Columbia to Build Upgrades for Large Hadron Collider, the World’s Largest Atom Smasher

The ATLAS detector at the Large Hadron Collider under construction at the CERN laboratory in Geneva, Switzerland (Photo: CERN)

Columbia University will lead a team of scientists in an effort to enhance the capabilities of the ATLAS detector at the Large Hadron Collider (LHC), the world’s highest-energy particle accelerator designed to produce some of nature’s tiniest and most exotic subatomic particles by smashing protons together.

The multi-year, $75 million project, funded by the National Science Foundation (NSF), will allow the ATLAS detector to take full advantage of the increase in luminosity, or rate of collisions, planned for an upgrade of the LHC accelerator, operated by the European Organization for Nuclear Research, known as CERN.

The LHC—which is housed underground, deep beneath the international border separating France from Switzerland—accelerates protons in a ring of superconducting magnets almost to the speed of light before they collide and explode, giving rise to particles possibly never seen before.

“These improvements will enable scientists to push the boundaries of discovery, increasing the likelihood of revealing entirely new phenomena—from extra dimensions of space to the building blocks of dark matter,” said Michael Tuts, professor of physics at Columbia University and principal investigator on the project. “They will open up a new window on particle physics, bringing us closer to decoding how the universe truly works.”
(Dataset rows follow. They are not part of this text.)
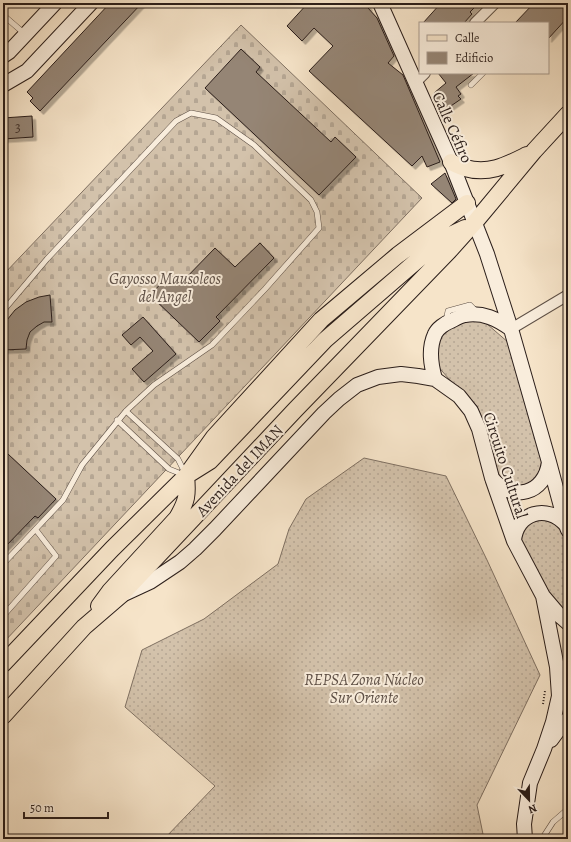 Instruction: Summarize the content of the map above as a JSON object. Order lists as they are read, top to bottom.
{
  "streets": {
    "main road": ["Avenida del IMAN"],
    "street": ["Calle Céfiro", "Circuito Cultural"]
  },
  "crossings": [
    ["Calle Céfiro", "Avenida del IMAN"],
    ["Circuito Cultural", "Avenida del IMAN"]
  ],
  "parks": ["Gayosso Mausoleos del Angel", "REPSA Zona Núcleo Sur Oriente"],
  "house_numbers": ["3"],
  "legend": ["Calle", "Edificio"],
  "scale_bar": "50 m",
  "north": "bottom"
} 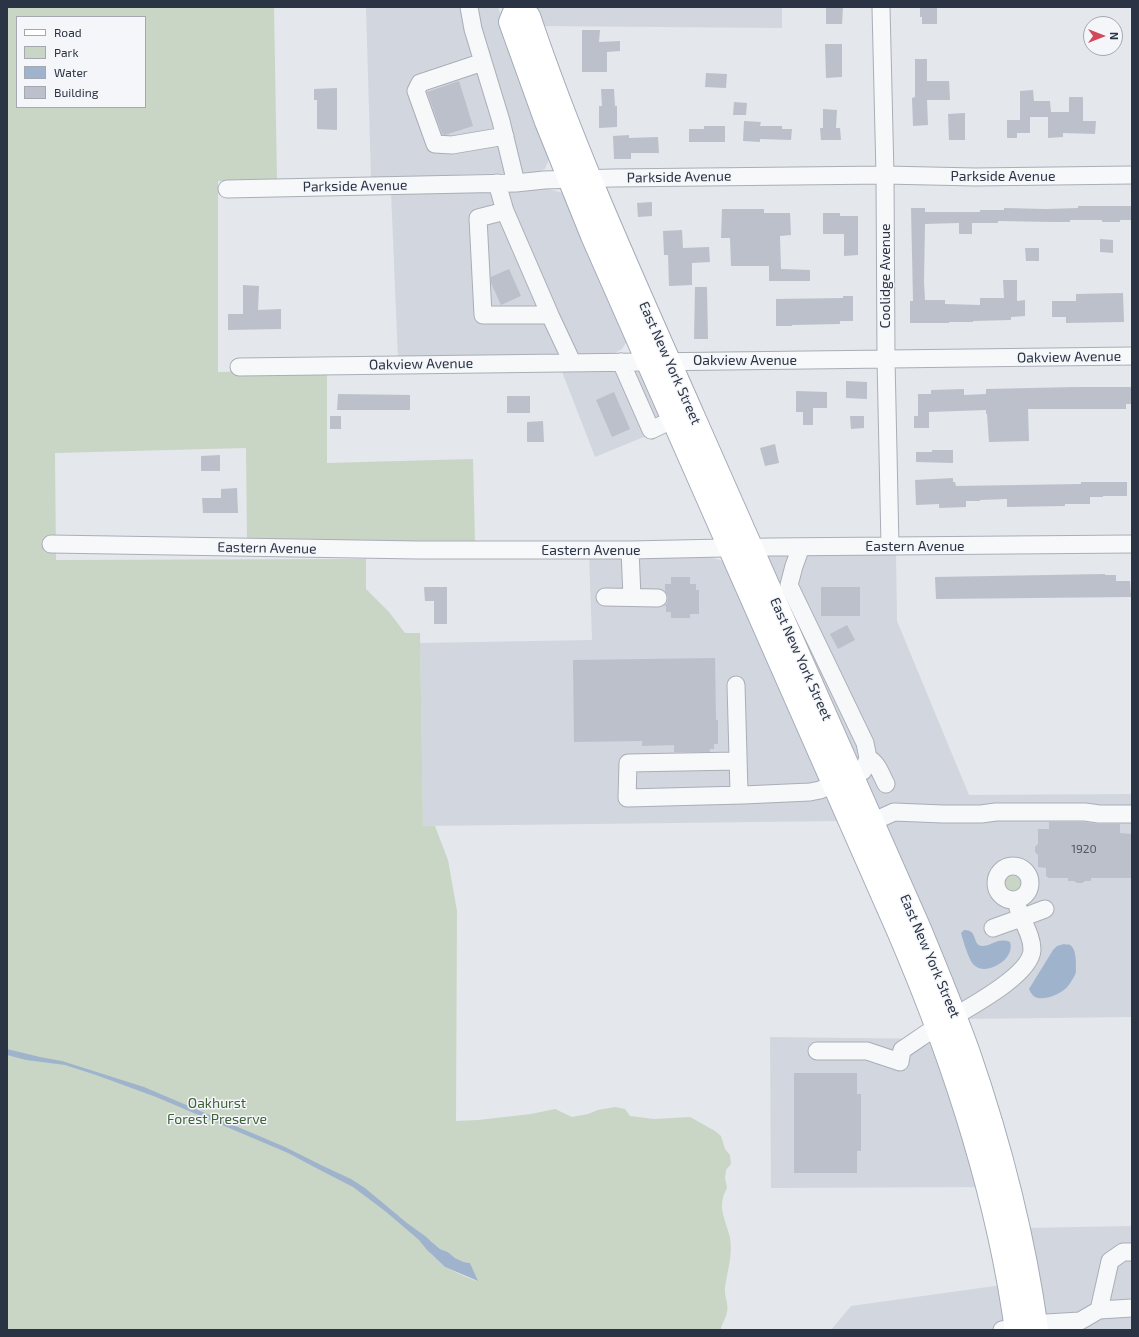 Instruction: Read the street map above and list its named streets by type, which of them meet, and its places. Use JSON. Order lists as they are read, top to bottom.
{
  "streets": {
    "main road": ["East New York Street"],
    "street": [
      "Parkside Avenue",
      "Coolidge Avenue",
      "Oakview Avenue",
      "Eastern Avenue"
    ]
  },
  "crossings": [
    ["Parkside Avenue", "Coolidge Avenue"],
    ["Parkside Avenue", "East New York Street"],
    ["Coolidge Avenue", "Oakview Avenue"],
    ["Coolidge Avenue", "Eastern Avenue"],
    ["Oakview Avenue", "East New York Street"],
    ["East New York Street", "Eastern Avenue"]
  ],
  "parks": ["Oakhurst Forest Preserve"],
  "house_numbers": ["1920"],
  "legend": [
    "Road",
    "Park",
    "Water",
    "Building"
  ],
  "north": "right"
}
The work on the ATLAS upgrade is expected to begin this month and continue over five years. The Columbia team will design, build and test key electronic components for the ATLAS system at Nevis Laboratories in Irvington, New York, the University’s primary center for the study of high-energy experimental particle and nuclear physics, and then ship them overseas for installation in ATLAS.
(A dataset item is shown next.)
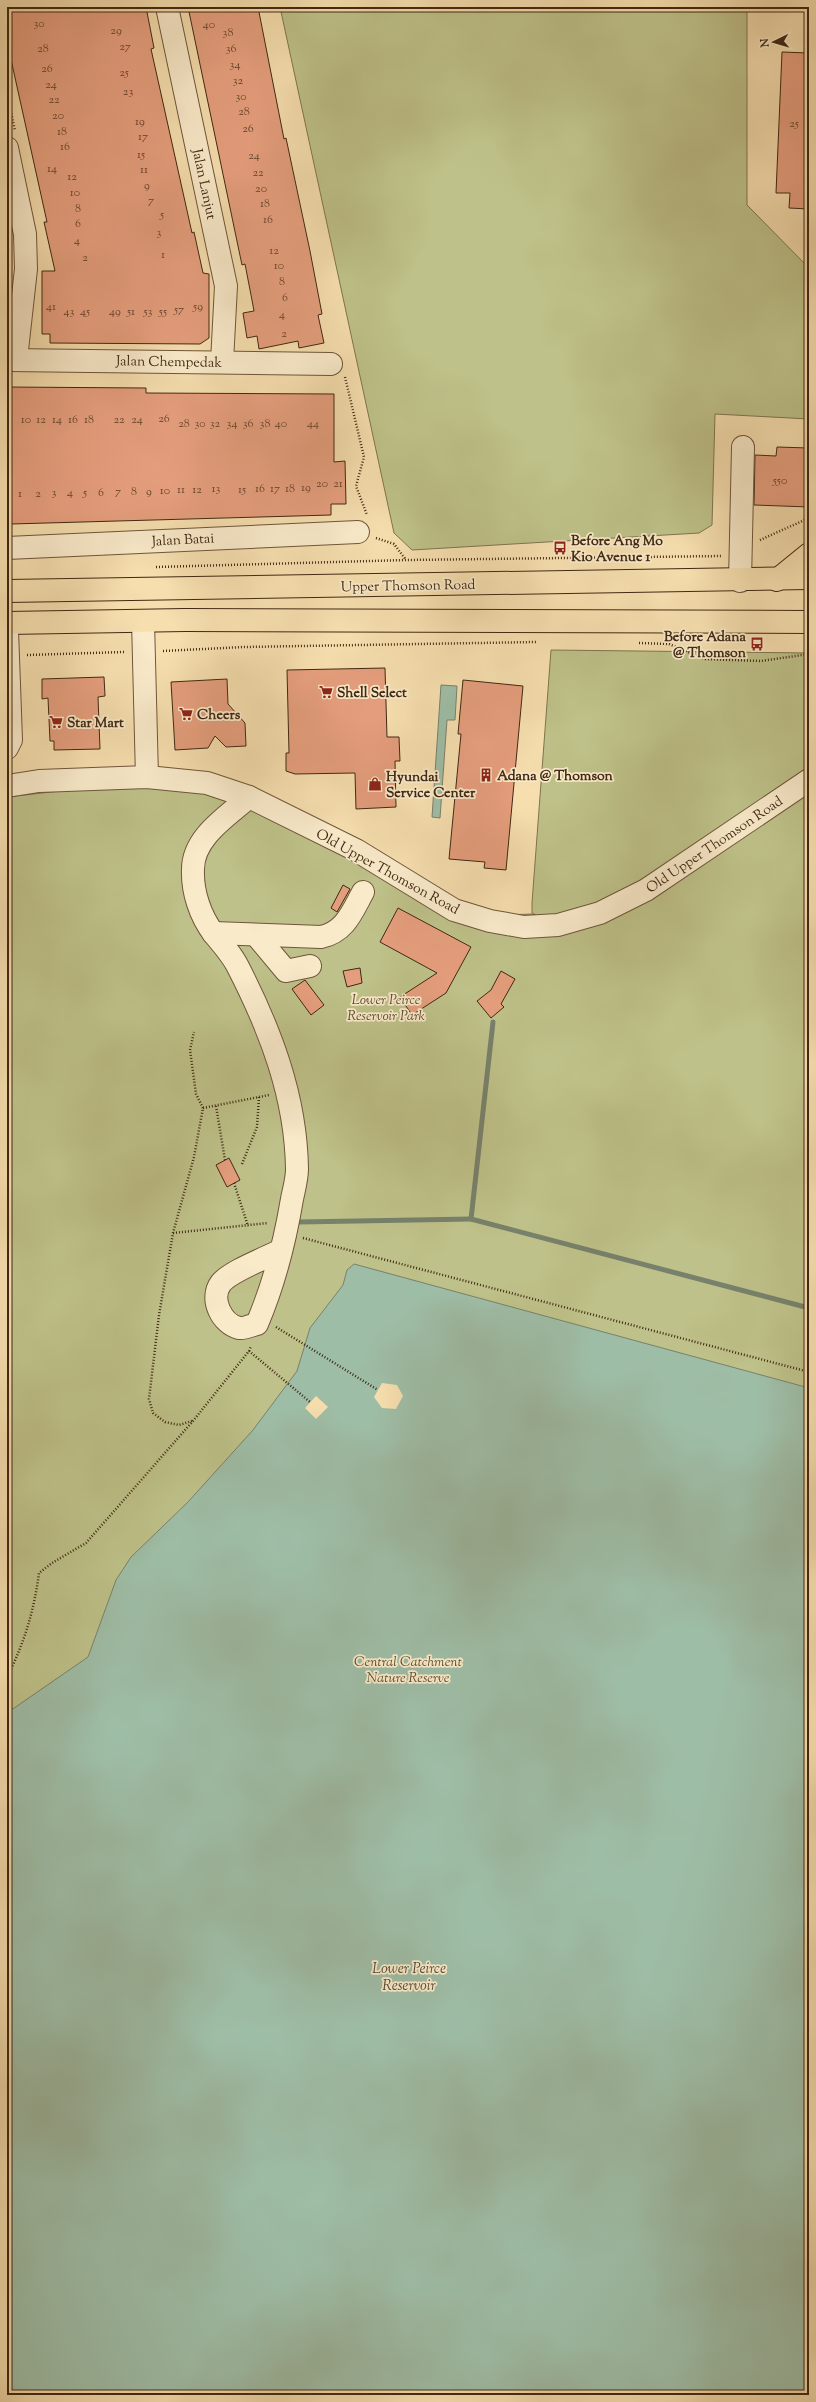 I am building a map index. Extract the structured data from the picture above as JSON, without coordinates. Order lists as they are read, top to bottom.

John Parsons and Gustaaf Brooijmans of Columbia’s physics department will direct the Columbia technical aspects of the project, which will provide training opportunities for postdocs and graduate students.

The 7,000-ton ATLAS, the largest detector ever constructed for a particle collider, acts as a giant “digital camera” that captures the particle debris produced in collisions for further analysis. It was built between 1998 and 2008 by an international collaboration of more than 3,000 scientists and engineers and nearly 200 universities and laboratories from 38 countries. This NSF award for the high luminosity upgrade of the ATLAS detector continues the international collaboration.

In 2012, researchers at ATLAS and the Compact Muon Solenoid (another detector at CERN) jointly discovered a long-theorized particle known as the Higgs boson, the missing piece of physics’ so-called “standard model,” which describes elementary particles and how they interact. The Higgs particle, which led to the award of the Nobel Prize in Physics in 2013, signals the existence of an invisible energy field throughout the universe that imbues other particles with mass.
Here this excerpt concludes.